# New Oscar w/pics



## hey_wood1981 (Apr 7, 2004)

Well, it's probably been about 15 years since I've had an Oscar. This time I have the knowledge and proper tank to house one. I'm excited to watch it grow. I was worried about the dreaded sulking period but I went heavy on the aquascaping and the little guy is not shy at all after one day. Pics are with a low quality cell phone but you get the idea.

About 2" and I will try to update this monthly to see the changes.



















There doesn't seem to be much going on in this thread. Let's keep it going!


----------



## Catfish Dan (Apr 12, 2011)

Awwwww.... They are so cute when they're just little babes!


----------



## Phill0046 (Nov 9, 2011)

Very nice! He's gonna grow fast!


----------



## witamygreatdanes (Sep 2, 2012)

They are cute when they are little! I have four babies right now! All red tigers.  I love them!


----------



## Zombie Cichlid (Jun 26, 2012)

That's a very nice post. Thanks for sharing and congrats on the little guy.
He'll grow 1 inch a month and by the end of the year he will already be a huge oscar.
Keep us updated!


----------



## hey_wood1981 (Apr 7, 2004)

It's been a while. He's around 5" now and is really starting to round out. All the personality makes me not regret getting rid of my Malawi set up for this guy. It's name is Walt. Now, instead of a bunch of fish hiding in the rocks when someone walks into the living room, they are greated happily by Walt.

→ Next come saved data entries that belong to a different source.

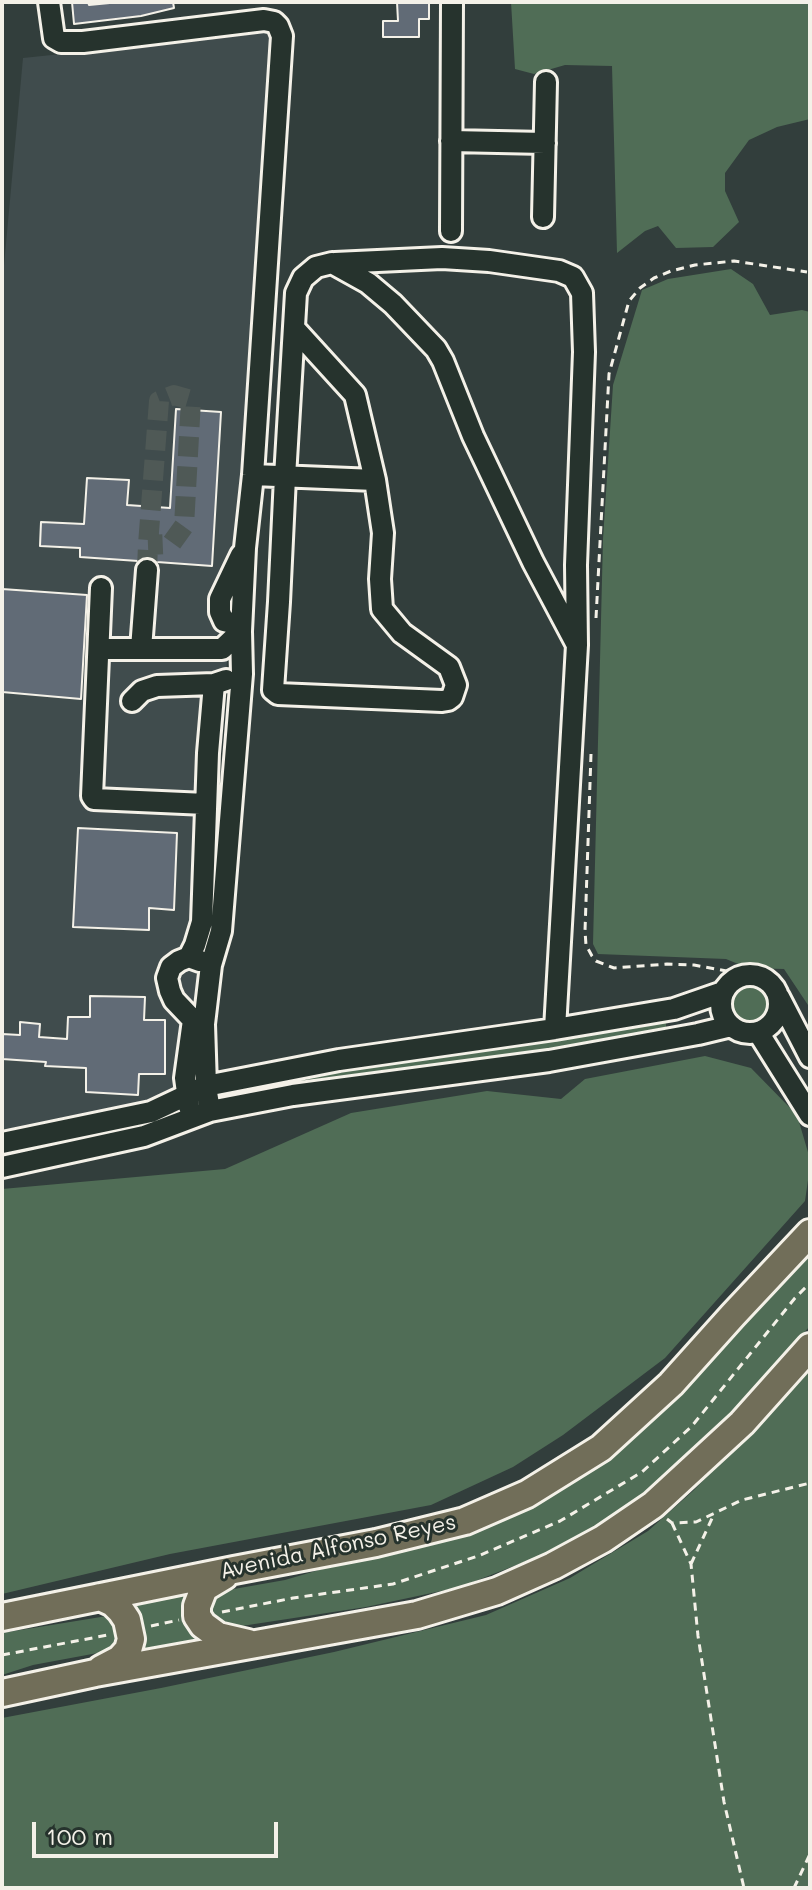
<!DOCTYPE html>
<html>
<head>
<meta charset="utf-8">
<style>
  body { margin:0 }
  #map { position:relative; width:812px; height:1890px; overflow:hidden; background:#323e3c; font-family:Mali,sans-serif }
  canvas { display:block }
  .frame { position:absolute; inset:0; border:4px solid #f4f1e8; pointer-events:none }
  .scale { position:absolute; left:32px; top:1822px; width:246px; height:36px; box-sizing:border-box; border:4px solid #f4f1e8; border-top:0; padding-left:10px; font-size:24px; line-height:28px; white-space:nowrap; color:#f4f1e8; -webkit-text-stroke:6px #26332d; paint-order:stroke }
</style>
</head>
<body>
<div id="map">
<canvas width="812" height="1890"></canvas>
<div class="frame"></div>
<div class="scale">100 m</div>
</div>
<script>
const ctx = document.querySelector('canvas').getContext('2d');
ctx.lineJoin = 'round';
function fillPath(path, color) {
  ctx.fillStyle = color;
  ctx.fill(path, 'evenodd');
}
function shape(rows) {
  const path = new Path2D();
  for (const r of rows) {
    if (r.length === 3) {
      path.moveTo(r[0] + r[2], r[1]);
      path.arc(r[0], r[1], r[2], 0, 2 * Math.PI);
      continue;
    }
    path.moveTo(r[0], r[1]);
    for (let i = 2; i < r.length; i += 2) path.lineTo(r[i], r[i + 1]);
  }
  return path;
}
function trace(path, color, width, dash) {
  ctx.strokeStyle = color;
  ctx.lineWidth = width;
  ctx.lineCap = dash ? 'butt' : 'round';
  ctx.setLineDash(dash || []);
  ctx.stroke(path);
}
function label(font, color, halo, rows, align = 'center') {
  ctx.font = font + ' Mali,sans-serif';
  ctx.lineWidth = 6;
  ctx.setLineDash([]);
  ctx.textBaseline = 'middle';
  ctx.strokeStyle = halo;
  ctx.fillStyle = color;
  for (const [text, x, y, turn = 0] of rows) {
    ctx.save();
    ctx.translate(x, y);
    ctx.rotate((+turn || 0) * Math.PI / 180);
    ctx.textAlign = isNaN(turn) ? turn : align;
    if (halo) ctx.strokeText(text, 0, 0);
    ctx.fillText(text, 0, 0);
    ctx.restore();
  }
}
fillPath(shape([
  [272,32,197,1081,133,1108,2,1141,2,287,23,58]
]), '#404c4d');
fillPath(shape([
  [511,2,810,2,810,119,777,127,749,140,725,173,725,191,739,222,713,247,676,248,658,226,645,231,617,253,612,66,565,65,534,74,515,69],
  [731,269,753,284,770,315,802,310,810,312,810,1008,784,969,748,968,726,959,598,954,593,944,603,539,613,385,642,290,668,279],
  [751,1005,19],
  [660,1021,666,1023,666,1031,638,1037,220,1102,218,1092,255,1082],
  [705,1056,751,1068,797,1115,810,1159,810,1166,805,1201,665,1358,563,1435,513,1467,431,1505,170,1554,2,1594,2,1189,225,1169,351,1113,487,1091,561,1099,585,1079],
  [810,1250,810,1326,706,1440,662,1481,604,1523,537,1557,460,1587,366,1607,235,1627,223,1628,208,1618,209,1596,217,1592,285,1580,373,1554,573,1480,628,1441],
  [810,1368,810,1888,2,1888,2,1718,161,1688,334,1652,486,1615,570,1578,648,1531,694,1490],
  [189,1590,203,1641,131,1656,120,1603],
  [107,1616,116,1619,123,1632,114,1647,103,1652,33,1665,2,1675,2,1633]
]), '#506d56');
const building = shape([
  [72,2,88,2,89,5,120,2,173,2,174,8,141,16,74,24,72,2],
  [397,2,429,2,429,19,419,19,419,37,383,37,383,21,398,21,397,2],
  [176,409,221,412,212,566,157,562,147,557,138,561,80,557,80,548,40,546,41,522,84,524,87,478,129,480,127,505,170,508,176,409],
  [2,589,87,595,81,699,2,692,2,589],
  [78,828,177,833,174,910,149,908,149,930,73,927,78,828],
  [90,996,145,997,144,1020,165,1020,165,1074,139,1074,138,1095,86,1092,86,1068,45,1066,46,1062,2,1059,2,1034,20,1035,20,1022,40,1024,39,1037,67,1039,68,1017,90,1017,90,996]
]);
fillPath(building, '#616b76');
trace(building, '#f4f1e8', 2);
trace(shape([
  [147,570,148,545,159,401,174,395,191,400,184,526,171,544,148,545]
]), '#4f5956', 20, [20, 10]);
const minor = shape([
  [49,2,54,38,61,42,83,42,264,20,274,22,278,26,282,36,253,475,245,548,241,631,242,674,221,931,211,965,204,1024,206,1086,210,1111],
  [451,141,545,143],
  [543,217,546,82],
  [451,231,452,2],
  [335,263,442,258,489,261,559,271,573,277,582,293,584,352,576,565,577,645,555,1029],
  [294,328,355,395,375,480,383,533,380,579,382,609,402,633,449,667,456,685,452,697,448,700,442,701,278,694,273,690,279,602,285,477,296,293,303,278,316,267,332,263,368,283,393,304,436,349,443,361,473,436,533,562,577,645],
  [253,475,375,480],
  [241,555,220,599,220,612,224,621,241,625],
  [101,588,92,796,94,799,206,804],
  [100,649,222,649,241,631],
  [141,649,147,570],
  [132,701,142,691,157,686,214,684,226,680],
  [189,957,195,945,202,922,208,753,214,684],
  [200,961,189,957,179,961,171,967,167,978,170,991,174,1000,193,1020,204,1024],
  [750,1004,29],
  [779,997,810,1057],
  [758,1032,810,1115],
  [189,1107,185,1078,193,1020],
  [2,1143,151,1112,206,1086,339,1060,555,1029,674,1009,723,992],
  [2,1167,144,1136,210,1111,293,1095,549,1061,698,1034,731,1026]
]);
const major = shape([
  [224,1576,204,1588,197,1606,197,1616,203,1625,218,1636,248,1643],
  [100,1597,113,1603,121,1611,127,1620,131,1639,128,1650,120,1659,101,1669],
  [2,1617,234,1570,376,1543,465,1521,527,1494,601,1448,671,1384,733,1315,810,1233],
  [2,1693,95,1673,417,1615,497,1591,553,1566,603,1539,653,1505,742,1423,810,1347]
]);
trace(minor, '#f4f1e8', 26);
trace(major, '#f4f1e8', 32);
trace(shape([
  [596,618,609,374,629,301,640,288,654,278,671,271,695,265,734,261,807,272],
  [591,754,585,931,586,945,592,956,596,961,614,968,667,964,694,965,748,975],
  [667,1519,672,1523,696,1522,742,1500,810,1483],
  [672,1523,691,1564,698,1636,724,1802,744,1888],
  [691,1564,714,1514],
  [222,1612,293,1598,393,1584,478,1556,560,1521,642,1472,692,1426,795,1298,810,1283],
  [151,1626,179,1620],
  [2,1655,108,1635],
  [794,1888,810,1854]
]), '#f4f1e8', 3, [8, 6]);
trace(minor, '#26332d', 20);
trace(major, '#716e59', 26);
label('22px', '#f4f1e8', '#26332d', [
  ["Avenida Alfonso Reyes",338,1547,-12]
]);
</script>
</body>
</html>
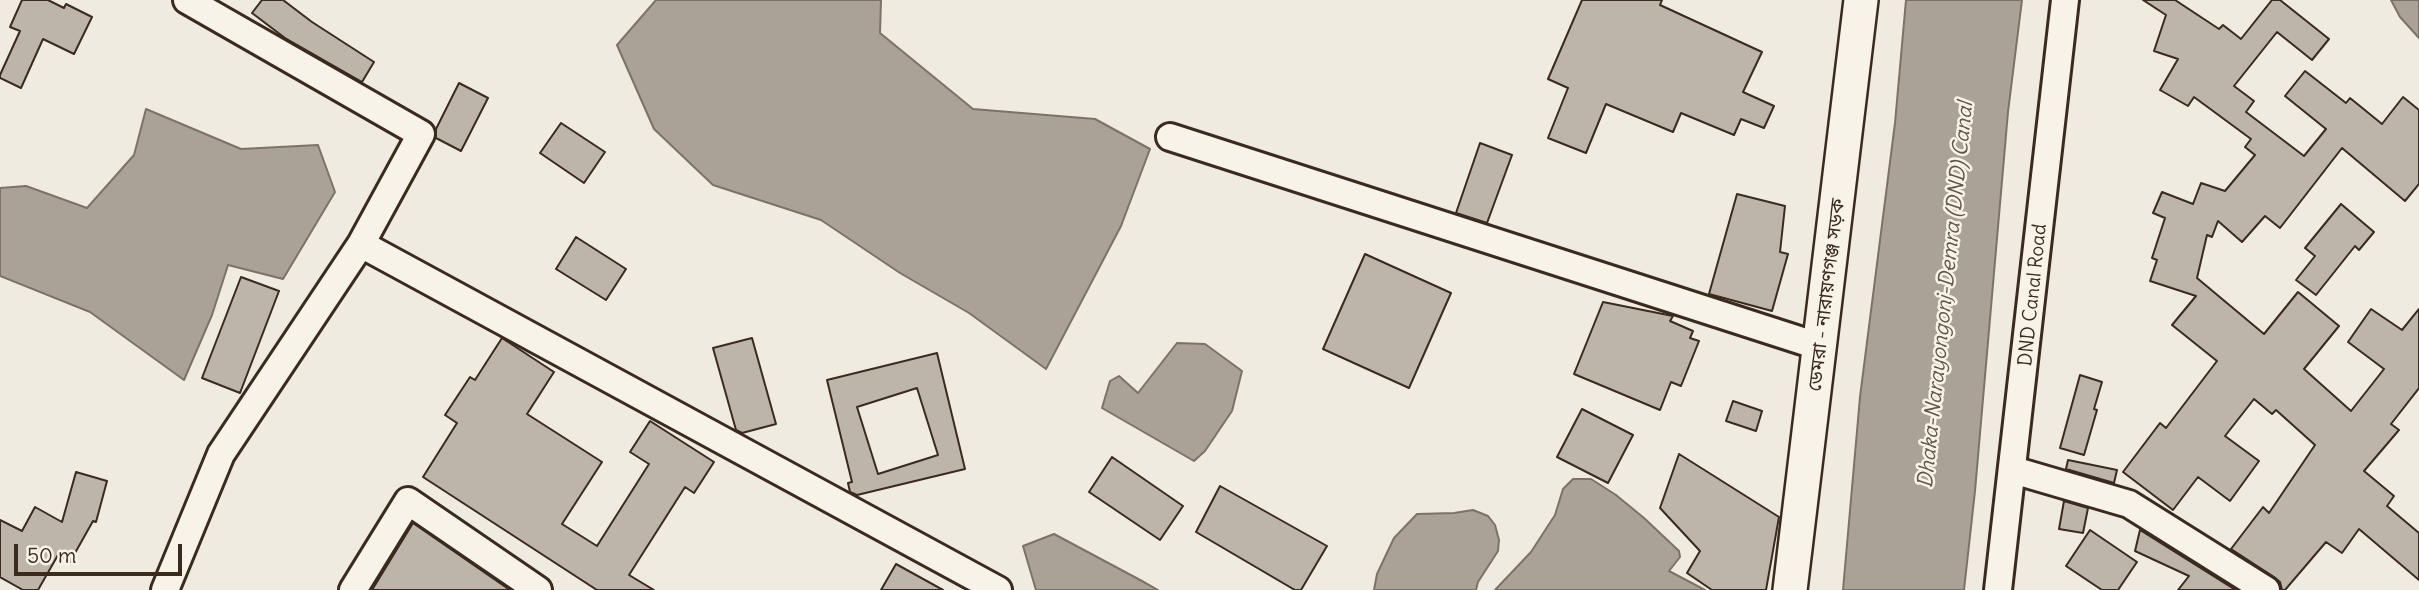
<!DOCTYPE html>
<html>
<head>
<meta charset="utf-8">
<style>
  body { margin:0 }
  #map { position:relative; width:2419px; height:590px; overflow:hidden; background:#efebe0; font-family:Delius,sans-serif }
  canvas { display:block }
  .scale { position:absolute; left:14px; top:544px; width:168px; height:32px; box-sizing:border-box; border:4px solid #3b2a1e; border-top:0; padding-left:9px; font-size:21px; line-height:24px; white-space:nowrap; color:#3b2a1e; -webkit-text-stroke:5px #f7f3e8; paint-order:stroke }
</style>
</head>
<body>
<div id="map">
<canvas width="2419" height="590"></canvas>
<div class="scale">50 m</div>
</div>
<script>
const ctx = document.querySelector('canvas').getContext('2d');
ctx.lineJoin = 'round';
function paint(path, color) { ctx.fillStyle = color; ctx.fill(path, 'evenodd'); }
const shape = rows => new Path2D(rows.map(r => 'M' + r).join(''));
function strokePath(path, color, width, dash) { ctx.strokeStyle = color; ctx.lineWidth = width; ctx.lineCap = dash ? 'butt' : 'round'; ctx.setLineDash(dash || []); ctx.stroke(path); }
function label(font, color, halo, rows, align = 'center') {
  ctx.font = font + ' Delius,"Noto Sans Bengali",sans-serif'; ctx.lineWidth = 5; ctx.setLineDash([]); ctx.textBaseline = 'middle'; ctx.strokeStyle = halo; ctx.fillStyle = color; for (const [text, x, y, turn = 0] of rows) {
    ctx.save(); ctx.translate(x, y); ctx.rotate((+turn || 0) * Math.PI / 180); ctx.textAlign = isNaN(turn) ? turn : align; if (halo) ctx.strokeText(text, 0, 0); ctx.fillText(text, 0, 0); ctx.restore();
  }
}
const water = shape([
  [656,0,881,0,880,33,973,109,1095,119,1150,149,1121,226,1046,369,969,313,900,273,821,220,713,185,654,129,617,45,656,0],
  [1906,0,2022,0,2008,112,1975,491,1964,590,1843,590,1860,397,1895,123,1906,0],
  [2391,0,2419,0,2419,38,2400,17,2391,0],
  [146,109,241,149,318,145,335,192,283,279,228,265,212,315,184,380,90,312,0,276,0,188,26,186,87,208,134,155,146,109],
  [1177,343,1205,344,1242,371,1232,411,1205,451,1194,461,1102,408,1110,381,1119,376,1138,393,1177,343],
  [1573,479,1591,479,1616,495,1644,518,1679,551,1680,557,1669,571,1705,590,1495,590,1531,552,1555,515,1563,489,1573,479],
  [1473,510,1488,516,1495,525,1499,540,1498,551,1478,582,1476,590,1374,590,1377,574,1394,538,1417,514,1454,513,1473,510],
  [1054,534,1142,581,1158,590,1036,590,1023,546,1054,534]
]);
const building = shape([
  [22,0,48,0,64,8,66,4,92,17,74,54,43,39,21,88,0,78,0,75,20,31,10,27,22,0],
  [262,0,283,0,312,22,374,62,362,82,285,38,252,13,262,0],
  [1582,0,1662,0,1660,5,1762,52,1743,92,1774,106,1764,128,1741,119,1734,135,1681,113,1673,132,1606,104,1586,153,1548,138,1568,88,1548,79,1582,0],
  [2143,0,2175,0,2219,29,2223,25,2241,39,2272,0,2280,0,2329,39,2312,60,2277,32,2234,86,2254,101,2246,112,2304,156,2326,129,2285,96,2305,71,2346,103,2350,98,2382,124,2403,97,2419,110,2419,184,2405,201,2342,148,2280,228,2265,216,2242,242,2218,221,2212,237,2207,235,2197,278,2264,334,2298,292,2339,326,2304,369,2351,411,2384,369,2348,342,2371,309,2402,330,2419,309,2419,388,2391,424,2399,430,2364,471,2394,496,2387,506,2419,533,2419,580,2359,529,2342,553,2326,542,2285,590,2282,590,2280,582,2274,577,2231,549,2263,507,2269,513,2315,445,2276,410,2272,414,2254,399,2225,436,2259,461,2230,501,2198,477,2173,510,2123,472,2160,423,2166,428,2217,361,2172,325,2196,296,2150,281,2157,260,2152,258,2165,218,2153,213,2162,192,2193,204,2201,183,2225,191,2255,155,2245,147,2251,139,2194,97,2188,106,2160,90,2178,59,2154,51,2166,15,2143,0],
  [459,83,488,98,461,151,436,138,436,129,459,83],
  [561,123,605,152,584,183,540,153,561,123],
  [1480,143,1512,155,1487,223,1456,213,1480,143],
  [1737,194,1785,206,1780,252,1788,254,1772,311,1709,294,1737,194],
  [2341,204,2374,232,2359,250,2355,246,2316,295,2296,280,2315,256,2305,248,2341,204],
  [576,237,626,269,606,300,556,269,576,237],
  [1365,254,1451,293,1409,388,1323,349,1365,254],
  [241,277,279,291,240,393,202,378,241,277],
  [1603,302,1673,316,1670,321,1693,331,1690,338,1699,341,1681,386,1671,382,1660,410,1574,374,1603,302],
  [502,338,554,372,527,414,602,462,562,524,597,546,649,464,630,452,650,421,714,462,694,493,685,487,629,575,654,590,597,590,423,477,457,423,445,415,470,377,475,380,502,338],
  [752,338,776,424,742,433,736,430,713,348,752,338],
  [937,353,965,469,857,495,850,492,848,483,852,482,827,380,937,353],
  [917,388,938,455,878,474,857,407,917,388],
  [2080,375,2102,382,2094,409,2097,410,2084,455,2060,448,2080,375],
  [1733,401,1762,411,1756,431,1726,421,1733,401],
  [1582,409,1633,435,1608,483,1557,457,1582,409],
  [1679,454,1779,517,1766,590,1712,590,1687,573,1700,551,1660,508,1679,454],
  [1112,457,1183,506,1160,540,1089,492,1112,457],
  [2068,460,2117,470,2114,483,2066,469,2068,460],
  [76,472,107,481,96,522,93,521,70,562,58,555,38,590,23,590,0,577,0,520,22,531,35,507,62,522,76,472],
  [1220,486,1327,546,1301,590,1295,590,1196,532,1220,486],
  [2064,501,2088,508,2083,533,2059,529,2064,501],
  [413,523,510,590,372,590,413,523],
  [2090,530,2137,562,2118,590,2102,590,2066,566,2090,530],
  [2140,530,2234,589,2235,590,2178,590,2189,576,2135,551,2140,530],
  [896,564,943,590,881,590,896,564]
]);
const minor = shape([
  [1170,137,1821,347],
  [361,244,998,590],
  [2013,470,2129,504,2266,590],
  [165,590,221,454,361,244,421,134,187,0],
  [353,590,408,501,538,590],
  [1998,590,2065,0]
]);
const major = shape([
  [1790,590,1861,0]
]);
const streetNames = [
  ["ডেমরা - নারায়ণগঞ্জ সড়ক",1827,295,-83],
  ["DND Canal Road",2033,295,-84]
];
const waterNames = [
  ["Dhaka-Narayongonj-Demra (DND) Canal",1946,295,-84]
];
paint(water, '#aaa296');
strokePath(water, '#7e7266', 2);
paint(building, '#bdb5aa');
strokePath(building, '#3b2a1e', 2);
strokePath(minor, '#3b2a1e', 32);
strokePath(major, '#3b2a1e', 38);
strokePath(minor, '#f7f3e8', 26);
strokePath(major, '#f7f3e8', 33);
label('19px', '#3b2a1e', '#f7f3e8', streetNames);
label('italic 21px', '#625448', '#f7f3e8', waterNames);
</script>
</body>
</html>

Click on the pic so it doesn't look as blurry.


----------



## badspellar (Oct 14, 2009)

Wow, Walt grew fast.


----------



## hey_wood1981 (Apr 7, 2004)

They grow about 1" per month, given the right conditions. He has the whole tank to himself, well pretty much, there is also a bushynose pleco, too. But, yes, it does seem like Walt has been growing like a weed.

:fish:


----------



## du3ce (Sep 11, 2012)

how big is the tank?


----------



## hey_wood1981 (Apr 7, 2004)

Just a starndard 75G.


----------